I am convinced that the current world wide rise of (right wing ) populist movements is mainly caused by social media. By regulating like this my hope is we can reduce their spread.
The question is how this is implemented, in particular age verification.

It's usual to say that MPs are old people that don't understand current technologies, but in law preparation committees they appear to be well aware; in particular, they mentioned a "double-anonymity" system where the site requesting your age wouldn't know your name, and the entity serving age requests wouldn't know which site it is for.
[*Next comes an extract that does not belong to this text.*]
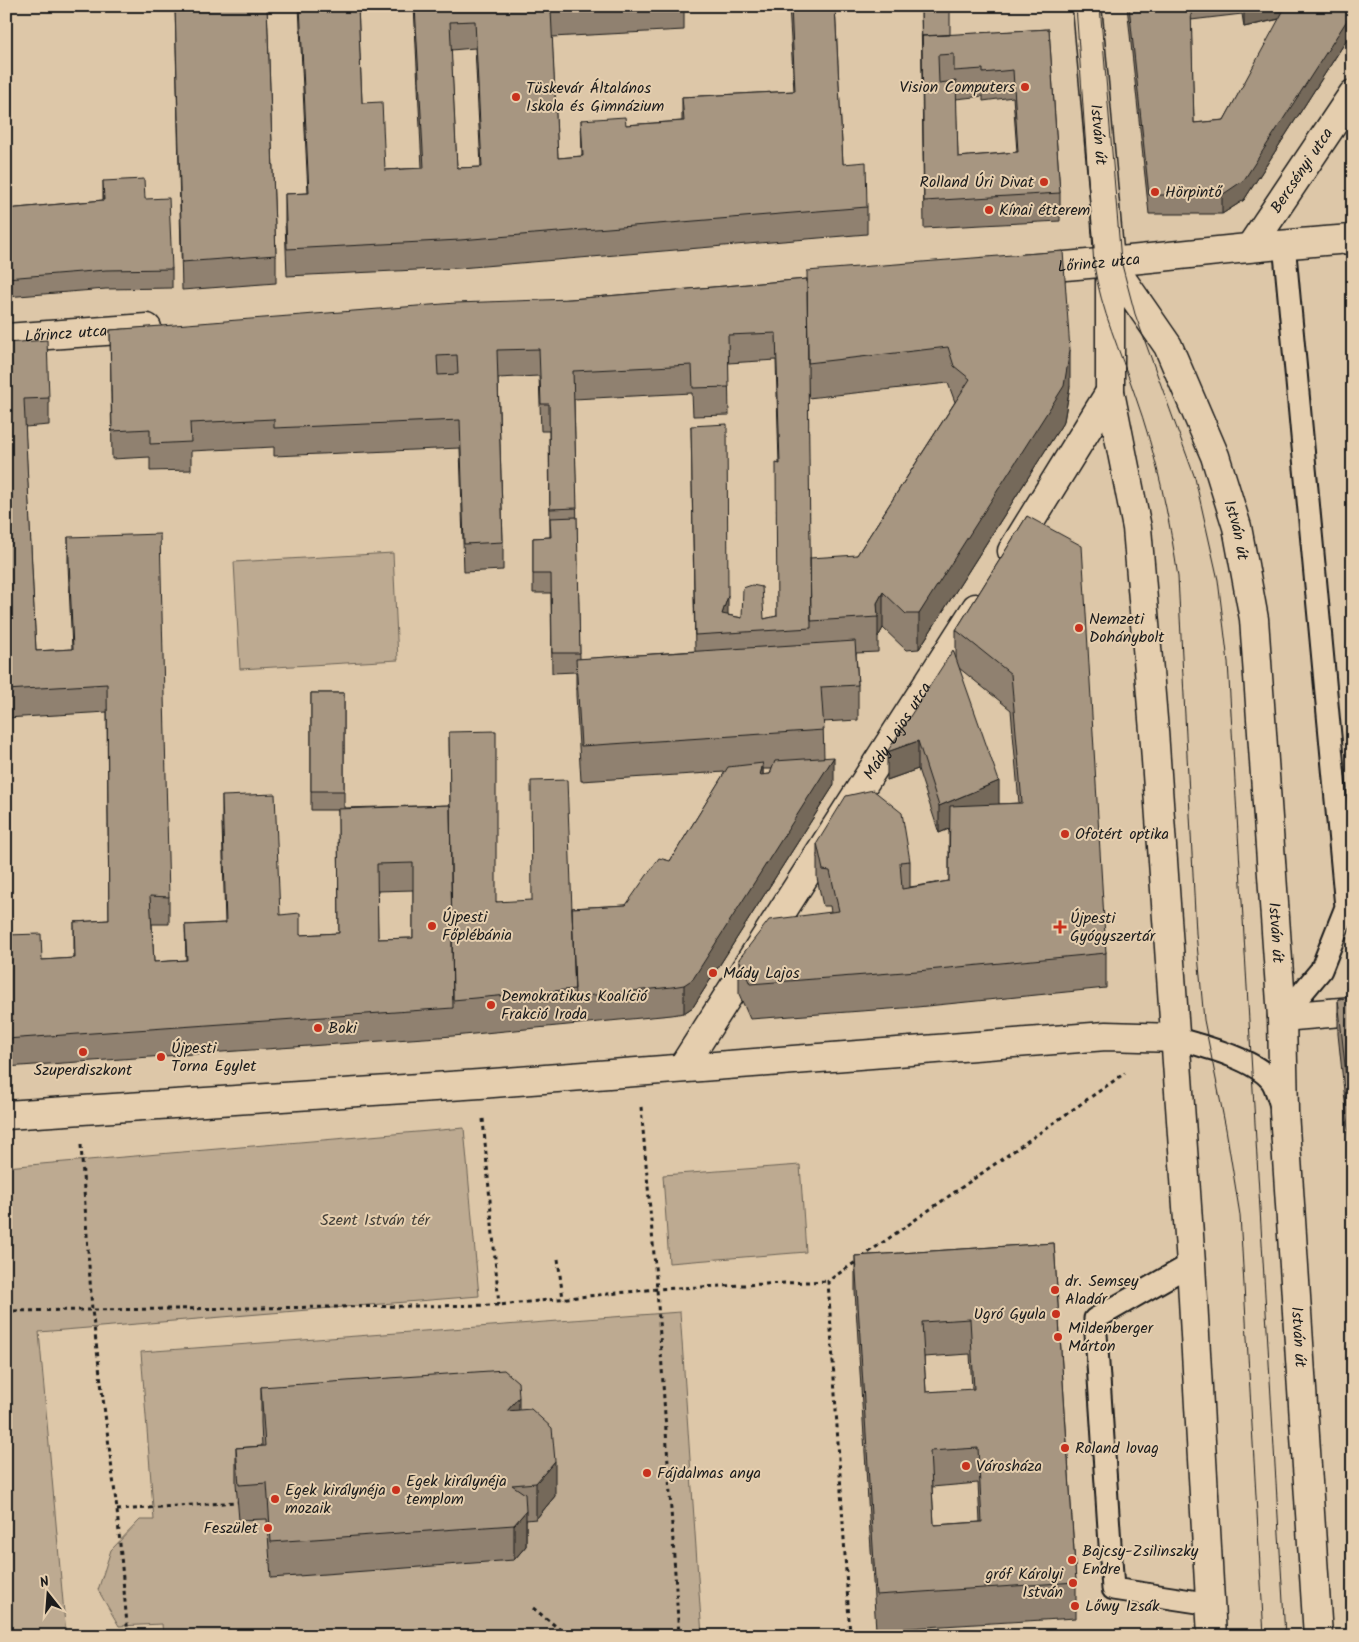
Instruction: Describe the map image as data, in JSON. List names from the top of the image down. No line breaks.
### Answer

They are also aware that people walk-around age verification checks with e.g. fake ID cards, possibly AI generated.

I'm not sure if it is actually doable reliabily, and I'm not sure either that the MPs that will have to vote the law will know the topic as well as the MPs participating in these committees.

I would personally consider other options like a one-button admin config for computers/smartphones/tablets that restricts access according to age (6-14, 15-18) and requiring online service providers to announce their "rating" in HTTP headers. Hackers will certainly object that young hackers could bypass this, but like copy-protection, the mission can be considered complete when the vast majority of people are prevented from doing what they should not do.

Alternatively one could consider the creation of a top-level domain with a "code of content" (which could include things like "chat control") enforced by controlling entity. Then again, an OS-level account config button could restrict all Internet accesses to this domain.

Perhaps an national agency could simply grant a "child safe" label to operating systems that comply to this.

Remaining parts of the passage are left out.